Figure 7. Learning curves for experts and the crowd separated into all individuals and individuals who were designated as skilled based on a user opinion quality score of >80% as measured by trailing average concordance relative to the reference standard, plotted versus the number of test set cases seen. A window of 25 cases was used to compute trailing average concordance. Individual crowd users showed improved concordance with the reference standard over time as each user gave opinions on more clips and thus received more feedback, reaching a final average concordance of 80%-81% after seeing around 75 test set clips. Error bars represent the SE of the mean.

Principal Findings

Our data suggest that gamified crowdsourcing can offer an efficient means of obtaining expert-quality labels for B-line classification on lung POCUS clips. While our crowdsourcing contests are open to and attract users of all skill levels from the general population, our approach of filtering highest performing opinions from the crowd allows us to collate a group of semiskilled labelers whose collective intelligence performs on par with, or in some cases outperforms, individual credentialed experts. This method offers a more efficient means of creating labels on medical imaging data than traditional expert-derived approaches. A filtering Qscore of 80% was selected in this work as this gives a reasonable balance between concordance and label acquisition speed based on preliminary data. Future studies could focus on identifying the lowest possible filtering Qscore at which crowd performance continues to outpace that of experts for a given labeling task. This may improve the efficiency of medical data labeling further and could help identify a skill threshold by which crowd input can be filtered while still achieving expert-level concordance. Individual expert accuracies for classifying B-lines ranged considerably. This finding could have 2 possible explanations. First, given that medical imaging data interpretation is often complex, it may be that a proportion of clips have inherent ambiguity that even experts disagree on. This is consistent with previously published work that shows expert interrater agreement for identifying B-lines while substantial, is often imperfect [39-42]. Further, crowd inaccuracy and internal disagreement correlated with expert internal disagreement. Thus, it is possible that clips demonstrating crowd “inaccuracy” may actually be clinically equivocal rather than reflecting poor skill by the crowd. Inherent ambiguity is likely a theme that extends across medical imaging data beyond lung POCUS and may represent a challenge for imaging database labeling overall.
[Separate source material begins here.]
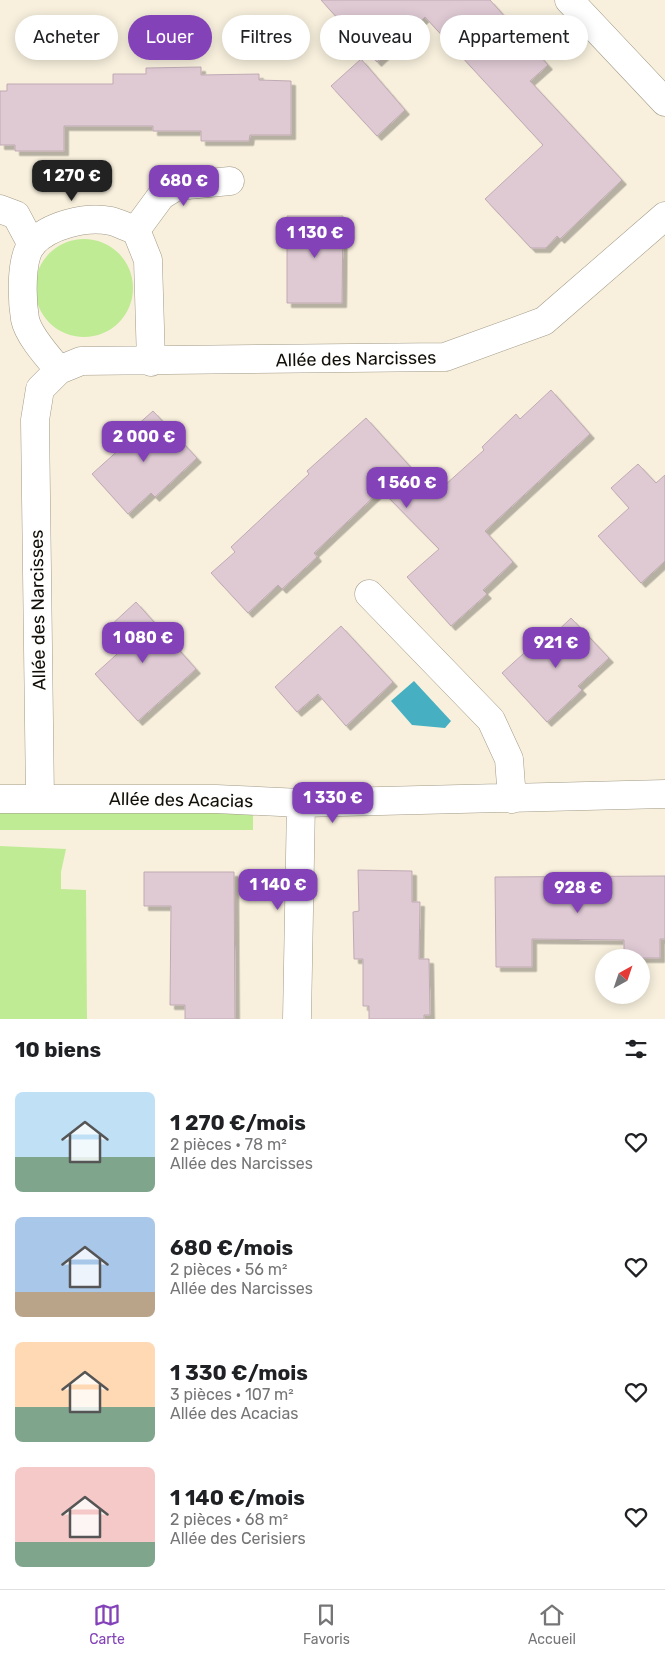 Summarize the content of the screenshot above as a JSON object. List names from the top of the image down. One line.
{"streets":{"street":["Allée des Narcisses","Allée des Acacias"]},"crossings":[["Allée des Narcisses","Allée des Acacias"]],"north":"top right","page":{"chip":["Acheter","Louer","Filtres","Nouveau","Appartement"],"price":["1 270 €","680 €","1 130 €","2 000 €","1 560 €","1 080 €","921 €","1 330 €","1 140 €","928 €"],"heading":"10 biens","list":[{"name":"1 270 €/mois","note":"2 pièces · 78 m² · Allée des Narcisses"},{"name":"680 €/mois","note":"2 pièces · 56 m² · Allée des Narcisses"},{"name":"1 330 €/mois","note":"3 pièces · 107 m² · Allée des Acacias"},{"name":"1 140 €/mois","note":"2 pièces · 68 m² · Allée des Cerisiers"}],"tabs":["Carte","Favoris","Accueil"]}}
Variability in expert concordance could also be attributable to variable expert baseline skill. Consistent with existing literature that uses medical experts to label POCUS images, our experts all had either fellowship-level training or advanced certification in interpreting lung ultrasound, as well as years of clinical experience [28-33]. Ground truth labeling for training POCUS-based ML models is commonly derived from a small handful of experts (typically 1-5 individuals). Thus, this work combining opinions from 6 experts (or 5 experts in the case of “leave-one-out consensus”) to form our reference standard is consistent with accepted practices. Currently, there is no established method for defining ground truth in B-line identification beyond expert opinion. Given the recent widespread adoption of lung POCUS globally and the recognized utility of B-lines as a clinical disease marker, our work highlights the critical need for clarifying how ground truth interpretation of lung POCUS and POCUS overall is defined.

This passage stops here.